Gemi düdüğü çaldığında vedalaşma vakti gelmişti. İzzet cebinden beyaz, küçük bir mendil çıkarıp İsabella’nın gözyaşlarını sildi. Son bir kez sarıldılar ve ardından İsabella, “İzzet, unutma. Napoli’de her zaman bir dostun var,” dedi.

İzzet, ağır adımlarla gemiye yönelirken, geminin güvertesine çıkan merdivenlerin başında bir an durdu ve geriye baktı. İsabella, hala oradaydı, mendiliyle gözyaşlarını siliyordu. İzzet bir elini kalbine götürerek öbür eliyle onu selamladı. İsabella, hafifçe başını eğerek karşılık verdi ve el salladı.

Gemi hareket etmeye başladığında, limanda toplanan herkes gemidekileri uğurlamak için ellerini sallıyordu. İzzet, geminin kenarına yaslanmış, gözleri hala İsabella’daydı. Aleksandro yanına yaklaşıp elini omzuna koydu.

“Hayat devam ediyor, İzzet. Ama anılar, onları unutmadığın sürece hep seninle kalır,” dedi, dostça bir gülümsemeyle.

İzzet başını salladı. İsabella, gemi uzaklaşana kadar orada kalmıştı. İzzet, onun silueti gözden kaybolana kadar bakışlarını ayıramadı. O an, sadece Napoli’ye değil, kalbinin bir parçasına da veda ettiğini hissediyordu.
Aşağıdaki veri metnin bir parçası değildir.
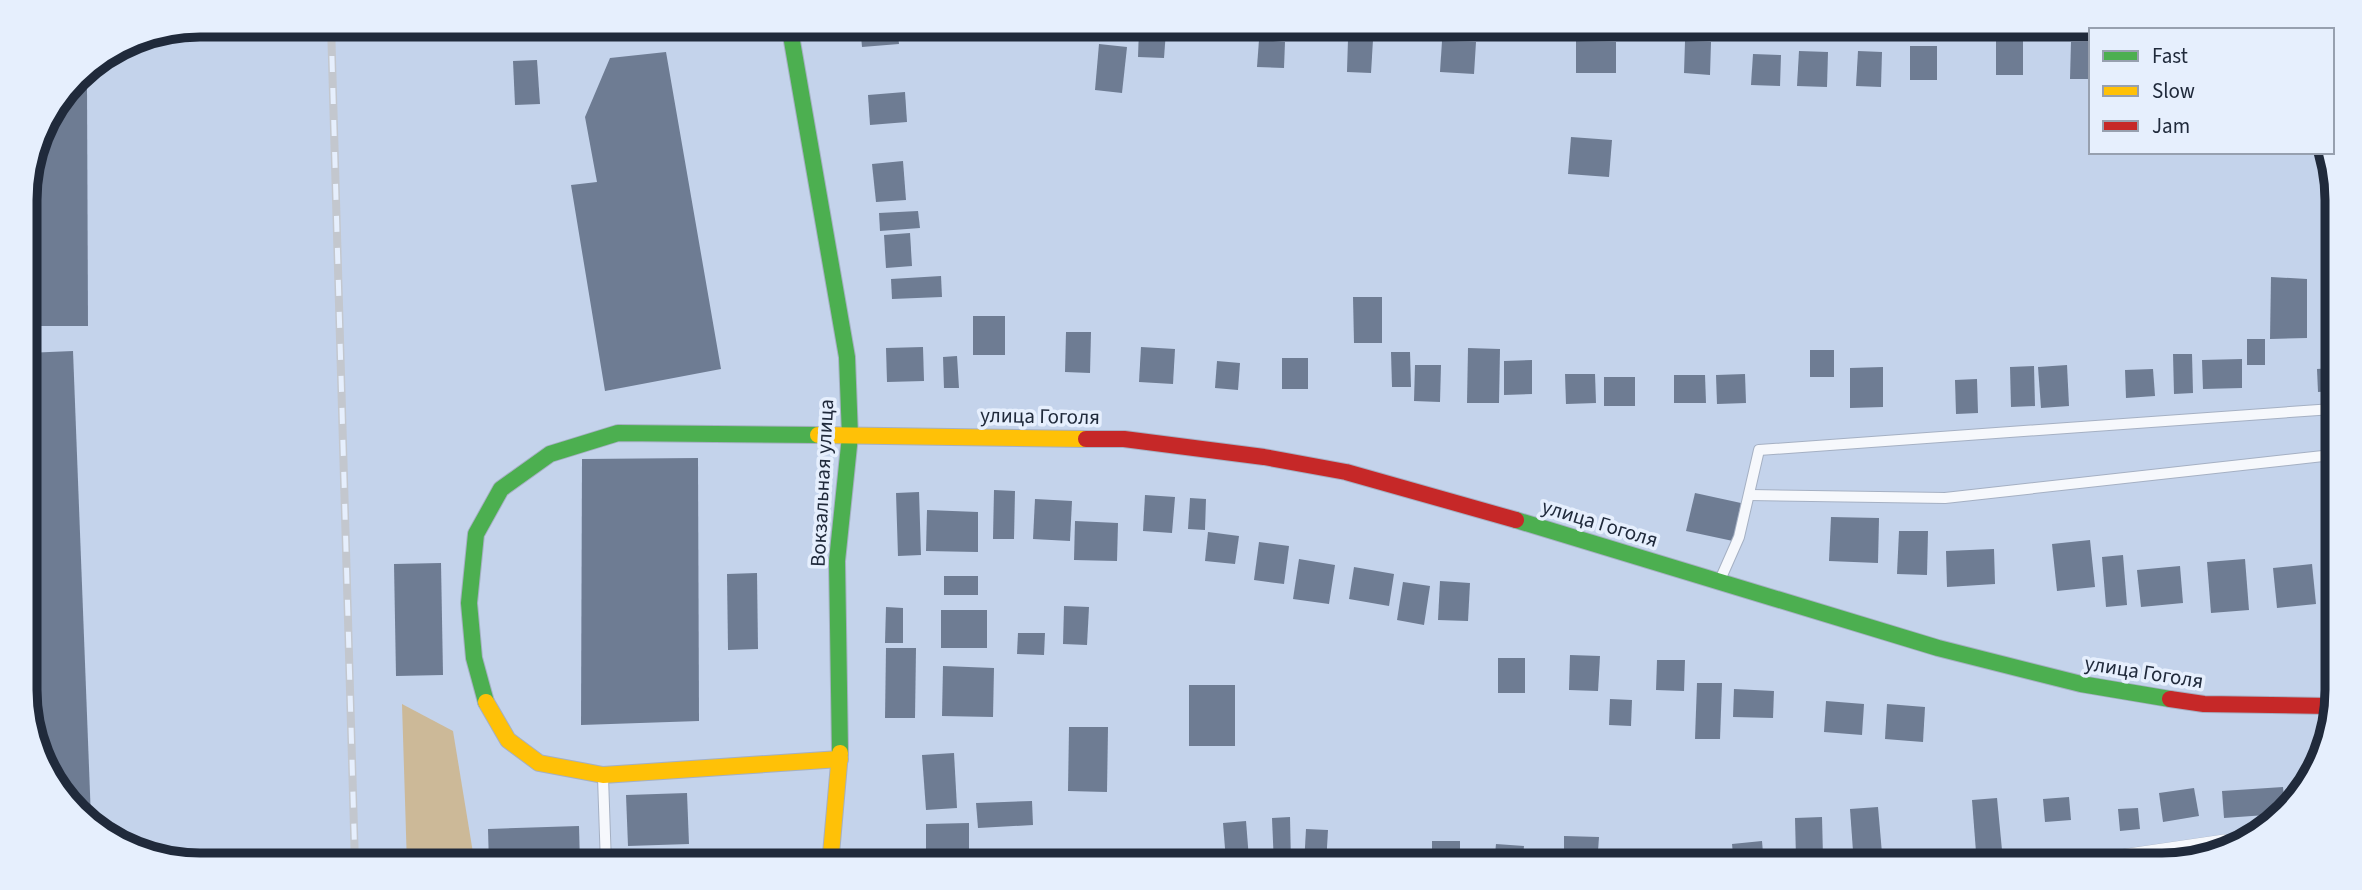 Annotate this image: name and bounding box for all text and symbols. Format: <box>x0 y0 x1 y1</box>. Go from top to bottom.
legend <box>2089 28 2334 154</box>
text: Fast <box>2152 41 2188 71</box>
text: Slow <box>2152 76 2195 106</box>
text: Jam <box>2152 111 2190 141</box>
street label: Вокзальная улица <box>803 398 841 568</box>
street label: улица Гоголя <box>980 400 1100 432</box>
street label: улица Гоголя <box>1538 491 1662 555</box>
street label: улица Гоголя <box>2082 648 2206 696</box>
Ertesi gün Akdeniz'in masmavi sularında yol alan gemi, sabah güneşiyle birlikte dingin bir yolculuk yapıyordu. Ancak o sabah, ufukta beliren bir yelken bu huzuru bozacak gibiydi. Gemi mürettebatı hemen alarma geçti.

"Kaptan, korsan gemisi!" diye bağırdı gözcü, ufuktaki gemiyi işaret ederek.

Aleksandro, dümen başında hızlıca emirler yağdırdı: "Herkes yerlerine! Tüfekleri ve kılıçları kontrol edin!"

İzzet, Aleksandro'nun yanına koşarak geldi. "Bu sefer ne yapacağız, Aleksandro? Geçen seferkinden daha hazırlıklı gibi görünüyorlar."

Aleksandro yüzünde kararlı bir ifadeyle İzzet'e döndü. "Endişelenme, İzzet. Bu kez biz de daha hazırlıklıyız.” Aleksandro bu kez gemidekilerden birine yüksek sesle emir verdi: “Bana kahverengi pantolonumu getirebilir misin?"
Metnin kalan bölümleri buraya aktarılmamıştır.